* _What you are asked to do_: Retype, exactly and only, each line from the one containing "M0,237L129,240" to the end of the records below.
(Data extracts begins)
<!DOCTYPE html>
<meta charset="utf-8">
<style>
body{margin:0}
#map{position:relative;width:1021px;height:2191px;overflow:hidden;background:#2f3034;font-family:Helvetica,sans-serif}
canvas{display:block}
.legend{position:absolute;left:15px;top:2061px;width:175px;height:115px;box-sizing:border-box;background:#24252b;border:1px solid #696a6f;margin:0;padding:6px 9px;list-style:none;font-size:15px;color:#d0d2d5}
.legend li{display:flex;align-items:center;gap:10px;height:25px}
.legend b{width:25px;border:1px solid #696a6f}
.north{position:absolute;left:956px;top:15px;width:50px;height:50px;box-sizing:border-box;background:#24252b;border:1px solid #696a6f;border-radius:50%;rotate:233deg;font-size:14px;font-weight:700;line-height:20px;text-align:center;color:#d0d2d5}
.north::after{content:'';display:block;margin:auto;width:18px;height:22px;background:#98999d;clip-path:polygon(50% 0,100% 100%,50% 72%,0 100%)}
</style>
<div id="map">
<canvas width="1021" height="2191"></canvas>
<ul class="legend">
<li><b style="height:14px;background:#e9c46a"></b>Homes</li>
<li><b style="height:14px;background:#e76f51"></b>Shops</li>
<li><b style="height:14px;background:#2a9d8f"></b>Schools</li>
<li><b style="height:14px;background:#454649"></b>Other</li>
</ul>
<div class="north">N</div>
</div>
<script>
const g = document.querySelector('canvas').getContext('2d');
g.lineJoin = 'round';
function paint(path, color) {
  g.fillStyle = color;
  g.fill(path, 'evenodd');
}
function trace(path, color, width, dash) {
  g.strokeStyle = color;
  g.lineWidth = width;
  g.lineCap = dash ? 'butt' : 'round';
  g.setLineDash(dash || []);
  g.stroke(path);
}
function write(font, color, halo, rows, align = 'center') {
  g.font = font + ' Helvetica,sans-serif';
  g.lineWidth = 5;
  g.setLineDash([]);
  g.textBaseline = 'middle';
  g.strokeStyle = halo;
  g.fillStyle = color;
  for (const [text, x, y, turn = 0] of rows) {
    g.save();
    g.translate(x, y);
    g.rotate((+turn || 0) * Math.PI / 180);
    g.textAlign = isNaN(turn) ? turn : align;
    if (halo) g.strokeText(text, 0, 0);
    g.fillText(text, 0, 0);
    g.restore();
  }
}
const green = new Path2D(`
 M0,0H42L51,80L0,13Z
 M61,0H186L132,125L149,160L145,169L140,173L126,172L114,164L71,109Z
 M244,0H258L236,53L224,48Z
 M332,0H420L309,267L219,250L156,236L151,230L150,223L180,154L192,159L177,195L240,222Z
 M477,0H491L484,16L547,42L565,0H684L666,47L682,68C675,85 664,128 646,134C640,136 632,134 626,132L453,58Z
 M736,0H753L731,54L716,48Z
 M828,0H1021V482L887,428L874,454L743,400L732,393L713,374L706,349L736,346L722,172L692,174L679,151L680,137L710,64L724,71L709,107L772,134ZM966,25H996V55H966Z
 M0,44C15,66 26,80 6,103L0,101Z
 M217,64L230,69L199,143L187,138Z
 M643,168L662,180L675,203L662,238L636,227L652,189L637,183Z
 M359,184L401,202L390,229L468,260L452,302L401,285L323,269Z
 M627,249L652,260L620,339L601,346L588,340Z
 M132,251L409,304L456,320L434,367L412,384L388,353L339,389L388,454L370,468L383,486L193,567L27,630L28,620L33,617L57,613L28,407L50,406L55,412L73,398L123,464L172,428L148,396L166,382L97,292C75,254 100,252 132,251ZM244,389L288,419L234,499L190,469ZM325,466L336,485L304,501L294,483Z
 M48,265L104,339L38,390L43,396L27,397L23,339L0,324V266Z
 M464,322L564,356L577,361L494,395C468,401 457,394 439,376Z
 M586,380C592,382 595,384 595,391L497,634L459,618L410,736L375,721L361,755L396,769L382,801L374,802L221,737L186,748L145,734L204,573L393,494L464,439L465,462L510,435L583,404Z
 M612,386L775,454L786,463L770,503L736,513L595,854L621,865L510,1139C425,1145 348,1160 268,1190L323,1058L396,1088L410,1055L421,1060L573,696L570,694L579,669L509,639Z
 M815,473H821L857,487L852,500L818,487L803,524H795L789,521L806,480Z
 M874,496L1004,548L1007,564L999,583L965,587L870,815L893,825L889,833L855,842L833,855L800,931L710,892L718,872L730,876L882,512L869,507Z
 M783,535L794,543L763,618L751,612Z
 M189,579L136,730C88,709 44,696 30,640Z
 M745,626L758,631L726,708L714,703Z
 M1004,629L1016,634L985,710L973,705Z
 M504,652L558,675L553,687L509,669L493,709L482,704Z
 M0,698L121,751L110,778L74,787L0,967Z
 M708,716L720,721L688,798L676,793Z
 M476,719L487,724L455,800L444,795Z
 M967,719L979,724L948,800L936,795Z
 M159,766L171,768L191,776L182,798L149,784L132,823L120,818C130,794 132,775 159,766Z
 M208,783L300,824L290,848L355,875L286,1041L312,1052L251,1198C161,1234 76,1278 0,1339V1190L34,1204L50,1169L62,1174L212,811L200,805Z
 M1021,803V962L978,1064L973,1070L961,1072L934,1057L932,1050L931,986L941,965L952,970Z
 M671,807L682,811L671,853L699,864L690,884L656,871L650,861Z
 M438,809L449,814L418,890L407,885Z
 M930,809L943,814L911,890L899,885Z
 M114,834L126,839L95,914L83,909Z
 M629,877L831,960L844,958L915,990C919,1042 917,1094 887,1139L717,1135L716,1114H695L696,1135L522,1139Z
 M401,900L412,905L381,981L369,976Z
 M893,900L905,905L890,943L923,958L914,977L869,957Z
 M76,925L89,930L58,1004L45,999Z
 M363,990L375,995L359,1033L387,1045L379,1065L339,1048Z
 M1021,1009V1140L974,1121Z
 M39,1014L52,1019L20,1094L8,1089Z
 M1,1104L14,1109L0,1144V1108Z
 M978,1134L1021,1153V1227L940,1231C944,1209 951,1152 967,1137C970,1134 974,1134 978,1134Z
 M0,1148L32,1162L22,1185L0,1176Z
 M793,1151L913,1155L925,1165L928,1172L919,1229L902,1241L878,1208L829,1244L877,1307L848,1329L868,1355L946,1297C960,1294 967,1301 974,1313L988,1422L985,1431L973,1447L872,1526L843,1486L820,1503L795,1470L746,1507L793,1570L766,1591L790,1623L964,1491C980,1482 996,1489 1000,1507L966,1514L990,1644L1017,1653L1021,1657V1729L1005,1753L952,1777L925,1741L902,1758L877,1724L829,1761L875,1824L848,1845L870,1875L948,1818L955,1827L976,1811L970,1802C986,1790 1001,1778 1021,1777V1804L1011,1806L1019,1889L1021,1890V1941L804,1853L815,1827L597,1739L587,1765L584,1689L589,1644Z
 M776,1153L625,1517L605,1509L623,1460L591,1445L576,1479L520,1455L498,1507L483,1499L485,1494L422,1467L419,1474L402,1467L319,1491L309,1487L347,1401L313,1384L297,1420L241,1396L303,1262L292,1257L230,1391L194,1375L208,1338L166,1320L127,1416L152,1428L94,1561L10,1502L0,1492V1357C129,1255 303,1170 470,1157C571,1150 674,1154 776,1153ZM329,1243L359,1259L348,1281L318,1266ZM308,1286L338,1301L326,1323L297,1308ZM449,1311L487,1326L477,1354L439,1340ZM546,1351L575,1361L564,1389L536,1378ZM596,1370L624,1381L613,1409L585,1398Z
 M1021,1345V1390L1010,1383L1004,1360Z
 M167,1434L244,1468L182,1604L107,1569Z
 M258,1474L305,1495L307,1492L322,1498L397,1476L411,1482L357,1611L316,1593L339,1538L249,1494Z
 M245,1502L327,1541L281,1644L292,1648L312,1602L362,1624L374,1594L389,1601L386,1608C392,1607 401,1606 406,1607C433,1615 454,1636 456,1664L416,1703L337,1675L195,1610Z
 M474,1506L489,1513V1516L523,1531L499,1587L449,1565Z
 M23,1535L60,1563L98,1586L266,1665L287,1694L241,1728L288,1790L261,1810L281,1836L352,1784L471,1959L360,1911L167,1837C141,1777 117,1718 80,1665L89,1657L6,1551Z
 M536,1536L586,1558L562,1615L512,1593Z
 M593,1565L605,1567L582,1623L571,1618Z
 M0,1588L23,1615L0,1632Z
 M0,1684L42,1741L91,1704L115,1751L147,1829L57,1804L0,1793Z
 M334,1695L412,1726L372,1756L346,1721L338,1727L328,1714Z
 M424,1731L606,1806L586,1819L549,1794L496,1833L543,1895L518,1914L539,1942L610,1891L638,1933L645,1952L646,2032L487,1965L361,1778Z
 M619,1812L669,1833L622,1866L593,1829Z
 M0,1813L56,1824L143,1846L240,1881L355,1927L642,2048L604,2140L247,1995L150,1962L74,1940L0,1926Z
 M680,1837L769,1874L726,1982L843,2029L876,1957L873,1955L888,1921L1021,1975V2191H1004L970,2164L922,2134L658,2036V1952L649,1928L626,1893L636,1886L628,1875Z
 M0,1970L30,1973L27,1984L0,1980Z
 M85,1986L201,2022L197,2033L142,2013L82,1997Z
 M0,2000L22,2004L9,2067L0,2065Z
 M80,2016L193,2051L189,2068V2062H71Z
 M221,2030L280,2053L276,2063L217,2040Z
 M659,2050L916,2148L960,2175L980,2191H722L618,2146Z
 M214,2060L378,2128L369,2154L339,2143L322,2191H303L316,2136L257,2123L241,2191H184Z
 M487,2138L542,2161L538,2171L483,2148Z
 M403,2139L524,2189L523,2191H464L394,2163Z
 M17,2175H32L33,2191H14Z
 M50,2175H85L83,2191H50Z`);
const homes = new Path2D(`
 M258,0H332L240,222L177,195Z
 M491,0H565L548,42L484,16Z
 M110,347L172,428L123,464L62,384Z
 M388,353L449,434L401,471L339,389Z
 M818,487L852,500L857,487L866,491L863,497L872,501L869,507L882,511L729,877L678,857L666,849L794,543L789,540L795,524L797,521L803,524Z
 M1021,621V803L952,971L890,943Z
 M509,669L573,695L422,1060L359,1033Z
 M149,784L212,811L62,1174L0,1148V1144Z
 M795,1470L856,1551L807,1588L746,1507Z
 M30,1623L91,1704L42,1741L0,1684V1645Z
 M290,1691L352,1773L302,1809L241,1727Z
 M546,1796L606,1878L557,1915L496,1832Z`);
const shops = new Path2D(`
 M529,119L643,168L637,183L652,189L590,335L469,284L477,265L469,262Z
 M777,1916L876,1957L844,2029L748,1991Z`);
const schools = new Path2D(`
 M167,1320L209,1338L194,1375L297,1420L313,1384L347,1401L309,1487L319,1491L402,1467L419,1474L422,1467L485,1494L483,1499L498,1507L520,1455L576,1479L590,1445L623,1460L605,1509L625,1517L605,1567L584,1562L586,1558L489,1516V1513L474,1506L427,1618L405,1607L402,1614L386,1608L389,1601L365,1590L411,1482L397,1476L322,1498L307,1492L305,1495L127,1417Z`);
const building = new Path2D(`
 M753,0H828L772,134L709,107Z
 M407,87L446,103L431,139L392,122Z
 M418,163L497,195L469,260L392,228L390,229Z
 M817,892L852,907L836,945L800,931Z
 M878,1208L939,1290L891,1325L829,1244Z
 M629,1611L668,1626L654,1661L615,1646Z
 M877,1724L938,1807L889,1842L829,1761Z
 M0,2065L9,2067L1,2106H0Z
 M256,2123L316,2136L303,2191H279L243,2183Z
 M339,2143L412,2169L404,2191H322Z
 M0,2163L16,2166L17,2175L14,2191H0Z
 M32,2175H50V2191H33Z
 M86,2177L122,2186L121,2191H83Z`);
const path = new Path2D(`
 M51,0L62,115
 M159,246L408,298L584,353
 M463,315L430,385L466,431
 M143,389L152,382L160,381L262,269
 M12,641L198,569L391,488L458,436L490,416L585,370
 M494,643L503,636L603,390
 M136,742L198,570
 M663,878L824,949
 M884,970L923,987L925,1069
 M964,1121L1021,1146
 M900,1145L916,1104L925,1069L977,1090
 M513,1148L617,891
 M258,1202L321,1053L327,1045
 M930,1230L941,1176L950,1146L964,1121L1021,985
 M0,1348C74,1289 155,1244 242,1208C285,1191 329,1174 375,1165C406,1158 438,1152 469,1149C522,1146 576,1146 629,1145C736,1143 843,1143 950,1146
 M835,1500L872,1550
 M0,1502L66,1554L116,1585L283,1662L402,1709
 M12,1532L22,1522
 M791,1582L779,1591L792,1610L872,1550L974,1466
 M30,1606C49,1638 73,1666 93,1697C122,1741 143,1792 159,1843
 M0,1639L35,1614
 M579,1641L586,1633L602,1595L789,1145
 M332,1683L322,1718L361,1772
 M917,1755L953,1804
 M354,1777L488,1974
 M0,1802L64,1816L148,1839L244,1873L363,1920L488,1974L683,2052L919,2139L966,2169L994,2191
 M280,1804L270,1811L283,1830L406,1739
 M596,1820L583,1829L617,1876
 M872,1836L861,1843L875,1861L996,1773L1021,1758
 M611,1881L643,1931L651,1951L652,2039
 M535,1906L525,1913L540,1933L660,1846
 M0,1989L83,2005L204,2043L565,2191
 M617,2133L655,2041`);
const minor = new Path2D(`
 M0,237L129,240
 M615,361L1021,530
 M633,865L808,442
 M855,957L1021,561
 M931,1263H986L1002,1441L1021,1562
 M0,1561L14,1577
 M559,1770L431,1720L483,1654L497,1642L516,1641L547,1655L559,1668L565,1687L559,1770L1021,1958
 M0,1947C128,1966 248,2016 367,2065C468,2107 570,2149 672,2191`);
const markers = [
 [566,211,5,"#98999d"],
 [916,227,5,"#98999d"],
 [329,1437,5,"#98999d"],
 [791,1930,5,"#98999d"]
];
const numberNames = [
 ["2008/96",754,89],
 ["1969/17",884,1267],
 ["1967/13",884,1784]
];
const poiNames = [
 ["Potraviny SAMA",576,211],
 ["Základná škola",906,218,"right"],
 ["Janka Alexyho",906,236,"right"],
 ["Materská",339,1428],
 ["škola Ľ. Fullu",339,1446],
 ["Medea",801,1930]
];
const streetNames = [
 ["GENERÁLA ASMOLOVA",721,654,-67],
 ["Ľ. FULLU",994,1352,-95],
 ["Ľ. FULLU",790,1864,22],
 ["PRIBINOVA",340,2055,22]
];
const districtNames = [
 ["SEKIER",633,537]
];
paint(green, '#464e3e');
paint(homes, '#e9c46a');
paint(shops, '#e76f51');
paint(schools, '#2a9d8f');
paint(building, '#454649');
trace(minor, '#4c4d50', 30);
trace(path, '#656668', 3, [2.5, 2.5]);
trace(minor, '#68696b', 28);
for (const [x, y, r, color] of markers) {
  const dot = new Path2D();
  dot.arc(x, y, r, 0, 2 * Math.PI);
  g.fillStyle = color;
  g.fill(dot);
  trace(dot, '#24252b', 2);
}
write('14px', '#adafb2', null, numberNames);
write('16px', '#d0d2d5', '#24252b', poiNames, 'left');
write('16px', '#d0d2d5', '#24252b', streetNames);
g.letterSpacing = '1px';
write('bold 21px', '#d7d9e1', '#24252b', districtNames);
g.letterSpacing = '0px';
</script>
(Data extracts ends)
* _Result of this exercise_:
 M0,237L129,240
 M615,361L1021,530
 M633,865L808,442
 M855,957L1021,561
 M931,1263H986L1002,1441L1021,1562
 M0,1561L14,1577
 M559,1770L431,1720L483,1654L497,1642L516,1641L547,1655L559,1668L565,1687L559,1770L1021,1958
 M0,1947C128,1966 248,2016 367,2065C468,2107 570,2149 672,2191`);
const markers = [
 [566,211,5,"#98999d"],
 [916,227,5,"#98999d"],
 [329,1437,5,"#98999d"],
 [791,1930,5,"#98999d"]
];
const numberNames = [
 ["2008/96",754,89],
 ["1969/17",884,1267],
 ["1967/13",884,1784]
];
const poiNames = [
 ["Potraviny SAMA",576,211],
 ["Základná škola",906,218,"right"],
 ["Janka Alexyho",906,236,"right"],
 ["Materská",339,1428],
 ["škola Ľ. Fullu",339,1446],
 ["Medea",801,1930]
];
const streetNames = [
 ["GENERÁLA ASMOLOVA",721,654,-67],
 ["Ľ. FULLU",994,1352,-95],
 ["Ľ. FULLU",790,1864,22],
 ["PRIBINOVA",340,2055,22]
];
const districtNames = [
 ["SEKIER",633,537]
];
paint(green, '#464e3e');
paint(homes, '#e9c46a');
paint(shops, '#e76f51');
paint(schools, '#2a9d8f');
paint(building, '#454649');
trace(minor, '#4c4d50', 30);
trace(path, '#656668', 3, [2.5, 2.5]);
trace(minor, '#68696b', 28);
for (const [x, y, r, color] of markers) {
  const dot = new Path2D();
  dot.arc(x, y, r, 0, 2 * Math.PI);
  g.fillStyle = color;
  g.fill(dot);
  trace(dot, '#24252b', 2);
}
write('14px', '#adafb2', null, numberNames);
write('16px', '#d0d2d5', '#24252b', poiNames, 'left');
write('16px', '#d0d2d5', '#24252b', streetNames);
g.letterSpacing = '1px';
write('bold 21px', '#d7d9e1', '#24252b', districtNames);
g.letterSpacing = '0px';
</script>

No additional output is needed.